The glory of The Metropolitan Golf Club is that awe-inspiring.
More than 100 years since it became part of the majestic Sandbelt golf landscape in and around Melbourne, Australia, The Metropolitan GC remains a sensation. “It is no exaggeration to say that this course is comparable with anything in the world,” said Peter Thomson on the eve of the 1951 Australian Open at Metropolitan.
Then 22, Thomson would win his country’s biggest golf championship that year, “the Wonder Boy of Australian golf,” proclaimed The Age. Eight years later when the ISPS Handa Melbourne World Cup of Golf made its first appearance in Australia, Thomson would team with Kel Nagle to hold off Sam Snead and Cary Middlecoff at vaunted Royal Melbourne and give the home fans a victory to celebrate.
Four other World Cups have been held in Australia – three more times at Royal Melbourne, in 2016 at Kingston Heath – so the 2018 edition will be a first for Metropolitan. But in a way, it will be a celebration of Australia’s glorious golf past for it was in 1934 that Metropolitan hosted the Centenary Golf Tournament, the first major international golf competition to be held Down Under. Jimmy Thompson was the surprising winner, but Sarazen expressed great affection for Metropolitan. In fact, “The Squire” vowed a return two years later to take part in the Australian Open, “even if I had to swim the ocean.”

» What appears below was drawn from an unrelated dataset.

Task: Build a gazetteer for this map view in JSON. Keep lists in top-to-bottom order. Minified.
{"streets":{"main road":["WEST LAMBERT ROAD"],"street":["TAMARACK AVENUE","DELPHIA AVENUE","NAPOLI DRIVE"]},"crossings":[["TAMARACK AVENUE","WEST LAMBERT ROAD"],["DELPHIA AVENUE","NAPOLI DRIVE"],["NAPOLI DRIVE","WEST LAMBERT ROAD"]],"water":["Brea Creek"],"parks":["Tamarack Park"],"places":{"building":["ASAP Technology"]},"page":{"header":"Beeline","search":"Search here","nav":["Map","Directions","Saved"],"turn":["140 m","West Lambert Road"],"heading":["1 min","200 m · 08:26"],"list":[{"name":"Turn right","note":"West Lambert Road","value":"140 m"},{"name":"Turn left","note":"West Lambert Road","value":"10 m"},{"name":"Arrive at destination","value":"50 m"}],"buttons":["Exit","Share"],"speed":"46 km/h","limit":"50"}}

He did, too, remarking to reporters on the eve of the ’36 Aussie Open that Metropolitan was “cunningly trapped.” Having one year earlier captured the Masters to become the first man to record wins in each of the four majors, Sarazen was regarded on par with Walter Hagen and Bobby Jones as the premier players of their generation. But by 1936 he was 34 and set on a lifestyle. He would travel widely for enjoyment, global golf opportunities, and to sprinkle the world with his golf wisdom. No, he didn’t swim to Australia; instead, he made the Aussie Open the middle point of a five-month cruise around the world.